• What to work on:
Set down, exactly as written, the lines from the top of the data to the line that holds "1px #564637) drop-shadow(0", and omit the pictures.
Records shown START
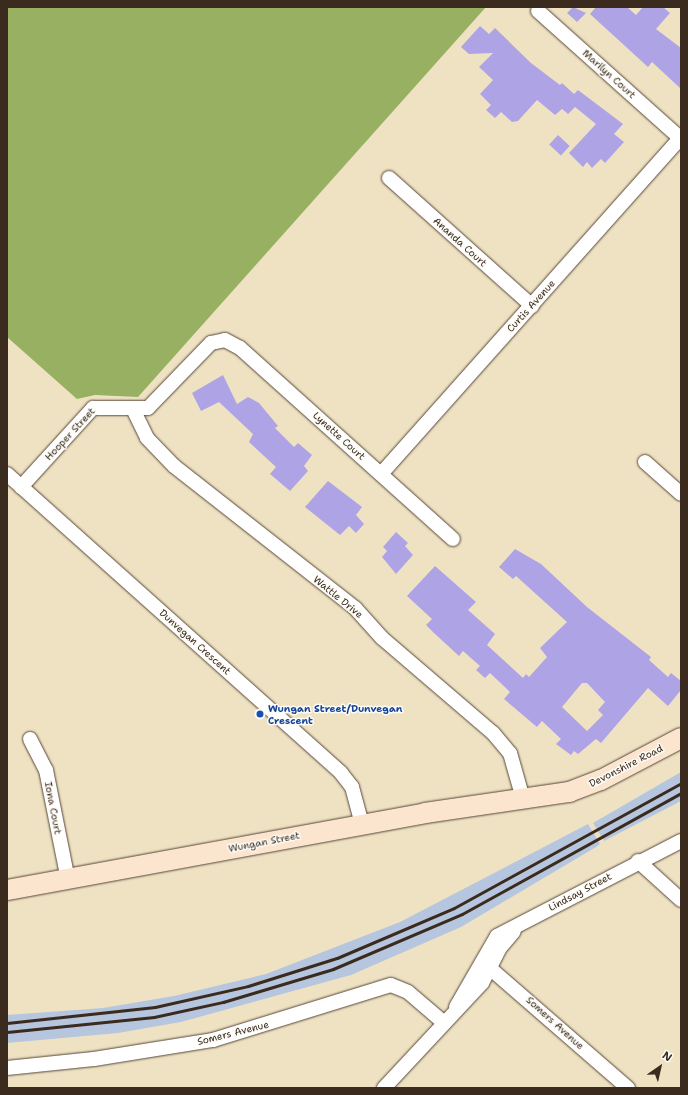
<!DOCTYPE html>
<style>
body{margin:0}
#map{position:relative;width:688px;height:1095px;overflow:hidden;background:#efe2c3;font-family:"Shantell Sans",sans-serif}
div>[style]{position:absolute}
.industrial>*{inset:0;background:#b5c6de}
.forest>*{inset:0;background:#97b061}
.building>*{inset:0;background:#aea4e5;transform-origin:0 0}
.roads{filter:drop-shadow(0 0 1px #564637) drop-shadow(0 0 1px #564637)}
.street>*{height:14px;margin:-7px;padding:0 7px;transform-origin:7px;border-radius:7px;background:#fff}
.secondary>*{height:20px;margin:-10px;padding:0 10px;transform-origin:10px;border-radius:10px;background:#fbe5cf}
.rail>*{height:3px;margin:-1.5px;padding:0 1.5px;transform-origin:1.5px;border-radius:1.5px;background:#3b2a1e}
.dots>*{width:11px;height:11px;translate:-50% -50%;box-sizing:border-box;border:2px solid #fdfcf7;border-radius:50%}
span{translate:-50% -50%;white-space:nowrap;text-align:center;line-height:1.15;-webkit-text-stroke:3px #fdfcf7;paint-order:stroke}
.street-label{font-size:10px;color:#3b2a1e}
.transit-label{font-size:10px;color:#164399;font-weight:700}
.left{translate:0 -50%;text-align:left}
.frame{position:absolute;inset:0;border:8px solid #3b2a1e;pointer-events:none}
.north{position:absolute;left:640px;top:1047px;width:40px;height:40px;-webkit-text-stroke:3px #fdfcf7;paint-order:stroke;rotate:34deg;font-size:11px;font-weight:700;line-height:16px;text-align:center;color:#3b2a1e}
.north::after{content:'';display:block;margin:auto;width:14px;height:18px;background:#3b2a1e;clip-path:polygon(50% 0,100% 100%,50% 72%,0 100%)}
</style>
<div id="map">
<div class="industrial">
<div style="clip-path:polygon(681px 772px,681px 801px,604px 841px,593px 823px)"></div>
<div style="clip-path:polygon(588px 824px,600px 844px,596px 847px,461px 927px,351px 975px,181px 1022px,118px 1033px,7px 1043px,7px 1015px,103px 1008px,174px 996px,266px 974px,400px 922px)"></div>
</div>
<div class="forest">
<div style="clip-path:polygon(7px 7px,486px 7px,138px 397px,95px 395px,77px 399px,7px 337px)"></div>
</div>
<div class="building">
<div style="clip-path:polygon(573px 7px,586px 13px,577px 22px,567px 13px)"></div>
<div style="clip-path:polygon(596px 7px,627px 7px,636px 15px,643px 7px,663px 7px,670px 13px,656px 29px,681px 48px,681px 89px,652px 62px,648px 67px,590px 14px)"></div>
<div style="clip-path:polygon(480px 26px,489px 34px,495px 28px,531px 63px,560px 85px,562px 83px,574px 94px,578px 90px,623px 124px,614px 134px,624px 142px,605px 163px,601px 159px,592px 168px,587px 162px,583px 167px,569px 153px,596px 124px,575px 107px,568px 114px,562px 109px,555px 115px,537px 100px,518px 121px,512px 122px,501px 112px,495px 118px,486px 110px,491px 105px,480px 94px,493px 80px,479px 67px,493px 53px,469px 54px,461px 47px)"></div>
<div style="left:558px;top:135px;width:16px;height:13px;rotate:43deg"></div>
<div style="clip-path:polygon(223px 375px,237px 404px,248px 397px,259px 403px,278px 426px,275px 428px,294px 447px,298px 443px,312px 455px,304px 466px,308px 471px,290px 491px,270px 474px,276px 467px,249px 442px,253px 434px,219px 402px,201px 411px,192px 393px)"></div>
<div style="clip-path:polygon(328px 481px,362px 507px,356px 515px,364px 524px,356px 533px,349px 526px,340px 535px,305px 507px)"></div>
<div style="clip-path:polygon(396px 532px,408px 543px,405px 546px,413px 555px,396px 574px,382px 557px,387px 551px,383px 547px)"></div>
<div style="clip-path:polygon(evenodd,515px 549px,541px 564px,587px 607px,651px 657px,649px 660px,668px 677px,671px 673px,681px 681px,681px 690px,668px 706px,648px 688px,601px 743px,596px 739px,578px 754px,574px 751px,571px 755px,556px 744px,561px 739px,542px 721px,537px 727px,504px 699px,510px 692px,490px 673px,485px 678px,476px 670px,480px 666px,463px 651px,459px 656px,434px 633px,426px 625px,432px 619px,407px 596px,435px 566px,476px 602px,468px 610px,495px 634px,487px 645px,523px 678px,526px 674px,529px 677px,547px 657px,540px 648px,567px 622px,516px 576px,513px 579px,499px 567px,515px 549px,582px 683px,587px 683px,605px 702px,598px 710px,603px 715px,587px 731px,562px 707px,582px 683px)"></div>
</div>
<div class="roads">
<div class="street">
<div style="left:538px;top:11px;width:191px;rotate:41.8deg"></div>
<div style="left:389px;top:178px;width:192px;rotate:41.8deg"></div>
<div style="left:133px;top:409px;width:32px;rotate:64deg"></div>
<div style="left:147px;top:438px;width:39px;rotate:46deg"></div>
<div style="left:174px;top:466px;width:230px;rotate:38.1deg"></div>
<div style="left:355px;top:608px;width:40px;rotate:48deg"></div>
<div style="left:382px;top:638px;width:146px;rotate:40.6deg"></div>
<div style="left:493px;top:733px;width:26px;rotate:50deg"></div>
<div style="left:510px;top:753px;width:48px;rotate:74.2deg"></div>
<div style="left:645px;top:462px;width:48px;rotate:41.6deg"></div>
<div style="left:7px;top:474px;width:448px;rotate:41.8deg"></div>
<div style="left:341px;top:773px;width:18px;rotate:52deg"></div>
<div style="left:352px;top:787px;width:38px;rotate:75deg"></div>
<div style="left:381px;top:474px;width:451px;rotate:-48.3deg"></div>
<div style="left:21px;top:487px;width:107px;rotate:-47.7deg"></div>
<div style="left:93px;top:408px;width:55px"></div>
<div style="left:148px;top:408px;width:91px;rotate:-45.9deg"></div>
<div style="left:211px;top:343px;width:14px;rotate:-12deg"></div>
<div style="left:225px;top:340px;width:17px;rotate:28deg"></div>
<div style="left:240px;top:348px;width:286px;rotate:41.9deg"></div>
<div style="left:30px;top:739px;width:35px;rotate:63deg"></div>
<div style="left:46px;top:770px;width:112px;rotate:78.7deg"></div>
<div style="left:638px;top:861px;width:58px;rotate:42.2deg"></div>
<div style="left:484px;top:963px;width:191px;rotate:41deg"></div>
<div style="left:456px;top:1007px;width:82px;rotate:-60deg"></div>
<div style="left:497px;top:936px;width:207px;rotate:-27.3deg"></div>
<div style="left:7px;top:1068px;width:87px;rotate:-5.9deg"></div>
<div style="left:94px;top:1059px;width:121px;rotate:-9.1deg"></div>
<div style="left:213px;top:1040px;width:186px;rotate:-17.2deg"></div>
<div style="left:391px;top:985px;width:18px;rotate:22deg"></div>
<div style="left:408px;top:992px;width:46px;rotate:40.6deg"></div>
<div style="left:384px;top:1088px;width:144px;rotate:-47deg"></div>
<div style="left:482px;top:983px;width:38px;rotate:-63deg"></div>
<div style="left:499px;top:949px;width:23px;rotate:-50deg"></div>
</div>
<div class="secondary">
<div style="left:7px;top:890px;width:425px;rotate:-10.4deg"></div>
<div style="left:425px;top:813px;width:146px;rotate:-8.3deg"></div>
<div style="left:569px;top:792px;width:34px;rotate:-21deg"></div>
<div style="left:601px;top:780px;width:90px;rotate:-27.7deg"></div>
</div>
</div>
<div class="rail">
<div style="left:7px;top:1023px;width:149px;rotate:-6.2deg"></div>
<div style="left:155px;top:1007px;width:95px;rotate:-12.7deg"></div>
<div style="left:248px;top:986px;width:93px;rotate:-17.5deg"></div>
<div style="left:337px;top:958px;width:127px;rotate:-23.1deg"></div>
<div style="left:454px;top:908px;width:259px;rotate:-28.8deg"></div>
<div style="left:7px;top:1032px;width:148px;rotate:-5.8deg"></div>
<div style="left:154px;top:1017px;width:71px;rotate:-12.3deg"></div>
<div style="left:223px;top:1002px;width:115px;rotate:-16.7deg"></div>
<div style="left:333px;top:969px;width:140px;rotate:-23.1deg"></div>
<div style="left:462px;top:914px;width:250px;rotate:-28.9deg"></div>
</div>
<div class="dots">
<div style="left:260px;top:714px;background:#1a4fb4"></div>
</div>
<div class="street-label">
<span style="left:609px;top:74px;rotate:42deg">Marilyn Court</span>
<span style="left:460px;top:242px;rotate:42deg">Ananda Court</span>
<span style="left:531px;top:306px;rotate:-48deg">Curtis Avenue</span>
<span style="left:70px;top:434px;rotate:-47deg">Hooper Street</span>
<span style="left:339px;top:436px;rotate:42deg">Lynette Court</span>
<span style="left:338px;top:597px;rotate:39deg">Wattle Drive</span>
<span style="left:195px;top:642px;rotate:42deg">Dunvegan Crescent</span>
<span style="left:626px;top:766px;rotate:-27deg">Devonshire Road</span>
<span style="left:53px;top:808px;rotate:79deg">Iona Court</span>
<span style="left:264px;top:842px;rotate:-11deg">Wungan Street</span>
<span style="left:580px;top:892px;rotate:-28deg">Lindsay Street</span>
<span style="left:555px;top:1023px;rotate:42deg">Somers Avenue</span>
<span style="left:233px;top:1033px;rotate:-14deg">Somers Avenue</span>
</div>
<div class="transit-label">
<span class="left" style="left:268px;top:714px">Wungan Street/Dunvegan<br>Crescent</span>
</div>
<div class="frame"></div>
<div class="north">N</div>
</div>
Records shown END
• Result of this task:
<!DOCTYPE html>
<style>
body{margin:0}
#map{position:relative;width:688px;height:1095px;overflow:hidden;background:#efe2c3;font-family:"Shantell Sans",sans-serif}
div>[style]{position:absolute}
.industrial>*{inset:0;background:#b5c6de}
.forest>*{inset:0;background:#97b061}
.building>*{inset:0;background:#aea4e5;transform-origin:0 0}
.roads{filter:drop-shadow(0 0 1px #564637) drop-shadow(0 0 1px #564637)}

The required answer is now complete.